Edwina Mason23 May 2022
Concept image for sculpture

The structure proposed for the northern end of the former bridge. Image: Consultant Heritage Architects Conrad Gargett.

Design concepts commemorating the former Prince Alfred Bridge are in, but the Department of Planning and Environment is still open to community feedback.

Using timber and steel salvaged from last year’s demolition, the concepts aim to commemorate the bridge’s heritage and cultural and social significance while creating a new tourist site for Gundagai.

Following an assessment of 139 community submissions, consultant heritage architects Conrad Gargett designed the two proposed attractions.
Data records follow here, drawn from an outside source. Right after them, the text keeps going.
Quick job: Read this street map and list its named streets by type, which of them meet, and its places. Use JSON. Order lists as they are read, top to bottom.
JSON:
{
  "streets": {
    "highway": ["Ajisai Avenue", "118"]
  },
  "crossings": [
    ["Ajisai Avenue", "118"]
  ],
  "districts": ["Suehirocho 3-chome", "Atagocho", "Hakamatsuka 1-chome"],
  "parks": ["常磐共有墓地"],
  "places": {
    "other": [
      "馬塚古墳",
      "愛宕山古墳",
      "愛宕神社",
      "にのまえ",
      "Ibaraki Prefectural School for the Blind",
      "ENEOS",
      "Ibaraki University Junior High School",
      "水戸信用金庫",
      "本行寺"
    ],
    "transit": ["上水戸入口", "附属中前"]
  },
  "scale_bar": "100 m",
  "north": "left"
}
The former access and entry point at the northern end of the former timber viaduct – near the town’s main shopping area – and the floodplain at O.I. Bell Drive are the two proposed locations for the structures. This was indicative of community preferences, according to the design brief.


READ ALSO: Gundagai’s heritage bridge survives troubled waters, only to be toppled by a truck


Sculptural wire elements are the mainstay of the story the demolished bridge will tell future generations.

The focal point of the wire frame will enhance the second bridge attraction proposed at O.I. Bell Drive to remember the former bridge from the floodplain level.

Here, one intact former bridge timber trestle (number 27) will be reinstated to its original location, the salvaged elements mimicking the former bridge’s scale, elevation, and materials.

Salvaged timber from the former bridge will be used for bollards and seating. In a very modern touch, visitors will be able to use a QR code to link to further historical information, photos and a 3D bridge reconstruction.

Parking, lighting and signage also form part of the plan.

Concept image for sculpture

The structure proposed for O.I. Bell Drive. Image: Consultant Heritage Architects Conrad Gargett.

A steel wire cut out on top of the trestle is proposed to reflect the former bridge girders, deck, balustrade, and vehicle use.

Again, interpretive panels with photos, a history and an outline of the key themes relating to the bridge’s significance will be installed, with a QR code linking to further historical information and a 3D bridge reconstruction.

Bollards and seating will use salvaged timber from the former bridge and car parking and signage will also be installed.


READ ALSO: Gundagai’s Criterion Hotel sells for more than $6 million


Last year, engineering assessments found the 125-year-old timber road viaduct, which had not operated since 1984, was structurally unsound, creating a public safety risk if it collapsed during a flood.

Citing high costs, large amounts of timber required for restoration, future ownership and maintenance requirements and a lack of public need, the much-loved Gundagai attraction was deemed no longer feasible and demolished in November 2021.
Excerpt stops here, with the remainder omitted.